October 14, 2007

More Philosophical Thinking

I'm beginning to realise the rhythm of my meanderings. I'm filling the blog with things that matter to me and define me as a person: the ramblings; the people; the songs; the seasons and the events. Seasons are the defining events in all our lives in my opinion. We go through mini seasons as well the sweep of tidal ferocity that is Winter, Summer, Autumn and Spring and all the shades in between. Our day-to-day lives are bound up in seasonal drifts and ebbs, whether during the course of a single day or over a matter of days or weeks. We are blown on that tide like dandelion seed and can move through it with the stealth and power of lions.

Endings and beginnings are transient. It is rare for there to be one single moment that can be defined as the beginning or the end of a series of life events. In the physical sense there are those moments, such as death of oneself or of another, but subjectively and emotionally there aren't. At least, that's the way I see it. Does the grieving process for the death of a loved one start before or after death? If they are terminally ill you might start grieving before death. If it is a sudden and unexpected death you might start grieving some time after death. The body sometimes goes into shock and can stave off any feelings of loss and sadness. You may be able to pinpoint the start of the shock but I wonder if you could pinpoint the end of it?

I'm doubting whether any one of us can pinpoint the start or finish of certain emotional reactions, feelings, behaviours and actions in the course of our lives. There is so much contained in the lead up and the exit and on the way we will have acquired subtle new ways of being that are bound up in those endings and beginnings. Thus we never really get rid of anything in our lives. All the parts of our existence are absorbed and woven into the fabric of our beings, just as we weave ourselves into the fabrics of others existences and vice versa.

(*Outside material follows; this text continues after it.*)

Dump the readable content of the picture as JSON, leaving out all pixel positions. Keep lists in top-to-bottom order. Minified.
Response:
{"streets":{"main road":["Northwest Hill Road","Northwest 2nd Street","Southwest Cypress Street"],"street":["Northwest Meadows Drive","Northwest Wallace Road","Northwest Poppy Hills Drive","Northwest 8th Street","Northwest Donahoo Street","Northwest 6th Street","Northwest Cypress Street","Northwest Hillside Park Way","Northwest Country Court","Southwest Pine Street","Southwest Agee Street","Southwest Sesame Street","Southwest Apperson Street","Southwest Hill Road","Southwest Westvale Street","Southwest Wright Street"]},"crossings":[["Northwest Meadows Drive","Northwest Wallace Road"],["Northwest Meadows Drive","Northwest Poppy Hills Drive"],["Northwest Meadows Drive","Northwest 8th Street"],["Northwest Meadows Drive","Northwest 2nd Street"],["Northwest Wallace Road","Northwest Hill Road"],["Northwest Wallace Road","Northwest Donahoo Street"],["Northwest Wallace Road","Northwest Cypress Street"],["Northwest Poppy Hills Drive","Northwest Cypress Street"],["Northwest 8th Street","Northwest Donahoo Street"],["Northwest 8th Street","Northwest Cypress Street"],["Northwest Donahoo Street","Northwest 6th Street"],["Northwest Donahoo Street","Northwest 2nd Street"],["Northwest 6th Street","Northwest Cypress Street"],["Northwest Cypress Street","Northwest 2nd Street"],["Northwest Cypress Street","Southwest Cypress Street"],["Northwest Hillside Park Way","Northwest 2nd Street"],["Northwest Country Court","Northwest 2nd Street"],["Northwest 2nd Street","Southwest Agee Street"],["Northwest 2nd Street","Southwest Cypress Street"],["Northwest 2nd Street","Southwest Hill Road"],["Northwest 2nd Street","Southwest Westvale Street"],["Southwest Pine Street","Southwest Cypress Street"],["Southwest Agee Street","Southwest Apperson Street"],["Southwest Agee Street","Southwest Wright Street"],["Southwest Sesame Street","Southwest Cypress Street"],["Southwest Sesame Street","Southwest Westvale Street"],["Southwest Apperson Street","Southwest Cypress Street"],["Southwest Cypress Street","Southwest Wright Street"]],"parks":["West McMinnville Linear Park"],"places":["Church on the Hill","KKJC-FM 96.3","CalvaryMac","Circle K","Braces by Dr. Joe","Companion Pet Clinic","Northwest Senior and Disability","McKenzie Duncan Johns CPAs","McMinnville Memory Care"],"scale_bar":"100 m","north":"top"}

This is getting deeeep! Think Buddhism, Hinduism, Paganism, Quaantum Physics. Eastern philosophy rather than religion. A way of being and of understanding rather than a dictation of how to be. There are more similarities between the I Ching, the Bible and the Koran, than most people realise.

The Richard Wilhelm translation of the I Ching was a turning point in my life. The more I studied it, the more I understood. Susan first showed it to me and Coddy in her flat in Powers Hall. I didn't look at it again for years but then somehow acquired a copy. It seemed to require thinking like the elements and dimensions around us rather than as a sentient being.

Some people seem to think the I Ching is a prophetic, fortune telling, gimmick where the truth couldn't be much further away. It's a guide. You need to open your mind to it and absorb the meaning. Most people will understand that it won't be telling their fortune if you explain this to them and most people will understand most of what the reading is telling them without prior knowledge or experience of Eastern thinking. The Richard Wilhelm translation is probably the most archaic in it's language (it was translated from Chinese to German to English!) but it makes you think. Approaching the I Ching and reading it is a very meditative exercise.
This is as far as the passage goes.